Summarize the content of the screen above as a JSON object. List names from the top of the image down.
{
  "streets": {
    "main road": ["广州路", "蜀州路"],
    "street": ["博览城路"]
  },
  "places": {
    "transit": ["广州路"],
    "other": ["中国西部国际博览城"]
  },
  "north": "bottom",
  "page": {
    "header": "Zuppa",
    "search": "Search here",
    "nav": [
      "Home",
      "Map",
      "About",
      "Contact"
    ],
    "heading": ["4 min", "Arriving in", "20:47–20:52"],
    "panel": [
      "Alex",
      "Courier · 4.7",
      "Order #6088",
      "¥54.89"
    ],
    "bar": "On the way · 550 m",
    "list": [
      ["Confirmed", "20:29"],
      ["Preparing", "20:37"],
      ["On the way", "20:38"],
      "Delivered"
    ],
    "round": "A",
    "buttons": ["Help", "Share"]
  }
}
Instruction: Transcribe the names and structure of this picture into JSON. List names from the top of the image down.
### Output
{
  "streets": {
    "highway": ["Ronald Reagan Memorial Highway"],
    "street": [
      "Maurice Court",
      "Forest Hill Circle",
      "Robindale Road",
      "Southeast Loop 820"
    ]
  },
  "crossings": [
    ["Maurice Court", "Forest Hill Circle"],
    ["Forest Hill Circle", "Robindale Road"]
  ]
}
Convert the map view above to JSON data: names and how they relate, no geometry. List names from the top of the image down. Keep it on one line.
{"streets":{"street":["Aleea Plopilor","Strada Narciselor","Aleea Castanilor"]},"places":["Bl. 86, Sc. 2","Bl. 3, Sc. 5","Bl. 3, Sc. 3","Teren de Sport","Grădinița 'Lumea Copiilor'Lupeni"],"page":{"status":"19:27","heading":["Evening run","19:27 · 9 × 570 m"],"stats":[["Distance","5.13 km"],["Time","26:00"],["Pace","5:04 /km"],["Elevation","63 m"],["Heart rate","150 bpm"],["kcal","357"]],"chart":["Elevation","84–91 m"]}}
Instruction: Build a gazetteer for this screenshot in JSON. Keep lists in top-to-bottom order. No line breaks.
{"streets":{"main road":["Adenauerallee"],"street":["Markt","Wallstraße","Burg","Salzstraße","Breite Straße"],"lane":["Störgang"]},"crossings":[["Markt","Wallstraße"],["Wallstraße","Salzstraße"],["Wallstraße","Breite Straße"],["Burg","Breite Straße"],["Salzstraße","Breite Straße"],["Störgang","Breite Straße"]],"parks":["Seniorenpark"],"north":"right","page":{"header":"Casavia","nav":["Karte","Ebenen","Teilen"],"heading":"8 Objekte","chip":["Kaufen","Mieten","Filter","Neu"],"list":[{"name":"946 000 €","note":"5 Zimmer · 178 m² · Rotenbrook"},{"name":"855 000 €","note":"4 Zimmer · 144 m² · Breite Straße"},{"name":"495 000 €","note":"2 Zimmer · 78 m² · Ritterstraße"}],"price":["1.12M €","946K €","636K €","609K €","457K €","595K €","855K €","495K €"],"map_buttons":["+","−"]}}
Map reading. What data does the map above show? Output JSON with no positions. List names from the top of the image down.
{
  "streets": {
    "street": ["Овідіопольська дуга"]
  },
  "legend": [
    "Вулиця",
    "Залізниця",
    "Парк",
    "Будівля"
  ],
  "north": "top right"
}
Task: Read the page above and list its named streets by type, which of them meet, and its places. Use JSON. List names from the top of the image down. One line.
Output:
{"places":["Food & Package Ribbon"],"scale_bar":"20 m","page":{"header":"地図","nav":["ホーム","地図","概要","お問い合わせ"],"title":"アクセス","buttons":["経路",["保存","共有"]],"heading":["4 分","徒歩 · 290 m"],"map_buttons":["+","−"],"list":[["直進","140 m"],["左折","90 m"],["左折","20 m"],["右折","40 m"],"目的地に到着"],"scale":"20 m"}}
*****
**THE TASK**
Word for word, write out all of the data above.

**REPLY**
Summarize the content of the screen above as a JSON object. List names from the top of the image down.
{
  "streets": {
    "main road": ["广州路", "蜀州路"],
    "street": ["博览城路"]
  },
  "places": {
    "transit": ["广州路"],
    "other": ["中国西部国际博览城"]
  },
  "north": "bottom",
  "page": {
    "header": "Zuppa",
    "search": "Search here",
    "nav": [
      "Home",
      "Map",
      "About",
      "Contact"
    ],
    "heading": ["4 min", "Arriving in", "20:47–20:52"],
    "panel": [
      "Alex",
      "Courier · 4.7",
      "Order #6088",
      "¥54.89"
    ],
    "bar": "On the way · 550 m",
    "list": [
      ["Confirmed", "20:29"],
      ["Preparing", "20:37"],
      ["On the way", "20:38"],
      "Delivered"
    ],
    "round": "A",
    "buttons": ["Help", "Share"]
  }
}
Instruction: Transcribe the names and structure of this picture into JSON. List names from the top of the image down.
### Output
{
  "streets": {
    "highway": ["Ronald Reagan Memorial Highway"],
    "street": [
      "Maurice Court",
      "Forest Hill Circle",
      "Robindale Road",
      "Southeast Loop 820"
    ]
  },
  "crossings": [
    ["Maurice Court", "Forest Hill Circle"],
    ["Forest Hill Circle", "Robindale Road"]
  ]
}
Convert the map view above to JSON data: names and how they relate, no geometry. List names from the top of the image down. Keep it on one line.
{"streets":{"street":["Aleea Plopilor","Strada Narciselor","Aleea Castanilor"]},"places":["Bl. 86, Sc. 2","Bl. 3, Sc. 5","Bl. 3, Sc. 3","Teren de Sport","Grădinița 'Lumea Copiilor'Lupeni"],"page":{"status":"19:27","heading":["Evening run","19:27 · 9 × 570 m"],"stats":[["Distance","5.13 km"],["Time","26:00"],["Pace","5:04 /km"],["Elevation","63 m"],["Heart rate","150 bpm"],["kcal","357"]],"chart":["Elevation","84–91 m"]}}
Instruction: Build a gazetteer for this screenshot in JSON. Keep lists in top-to-bottom order. No line breaks.
{"streets":{"main road":["Adenauerallee"],"street":["Markt","Wallstraße","Burg","Salzstraße","Breite Straße"],"lane":["Störgang"]},"crossings":[["Markt","Wallstraße"],["Wallstraße","Salzstraße"],["Wallstraße","Breite Straße"],["Burg","Breite Straße"],["Salzstraße","Breite Straße"],["Störgang","Breite Straße"]],"parks":["Seniorenpark"],"north":"right","page":{"header":"Casavia","nav":["Karte","Ebenen","Teilen"],"heading":"8 Objekte","chip":["Kaufen","Mieten","Filter","Neu"],"list":[{"name":"946 000 €","note":"5 Zimmer · 178 m² · Rotenbrook"},{"name":"855 000 €","note":"4 Zimmer · 144 m² · Breite Straße"},{"name":"495 000 €","note":"2 Zimmer · 78 m² · Ritterstraße"}],"price":["1.12M €","946K €","636K €","609K €","457K €","595K €","855K €","495K €"],"map_buttons":["+","−"]}}
Map reading. What data does the map above show? Output JSON with no positions. List names from the top of the image down.
{
  "streets": {
    "street": ["Овідіопольська дуга"]
  },
  "legend": [
    "Вулиця",
    "Залізниця",
    "Парк",
    "Будівля"
  ],
  "north": "top right"
}
Task: Read the page above and list its named streets by type, which of them meet, and its places. Use JSON. List names from the top of the image down. One line.
Output:
{"places":["Food & Package Ribbon"],"scale_bar":"20 m","page":{"header":"地図","nav":["ホーム","地図","概要","お問い合わせ"],"title":"アクセス","buttons":["経路",["保存","共有"]],"heading":["4 分","徒歩 · 290 m"],"map_buttons":["+","−"],"list":[["直進","140 m"],["左折","90 m"],["左折","20 m"],["右折","40 m"],"目的地に到着"],"scale":"20 m"}}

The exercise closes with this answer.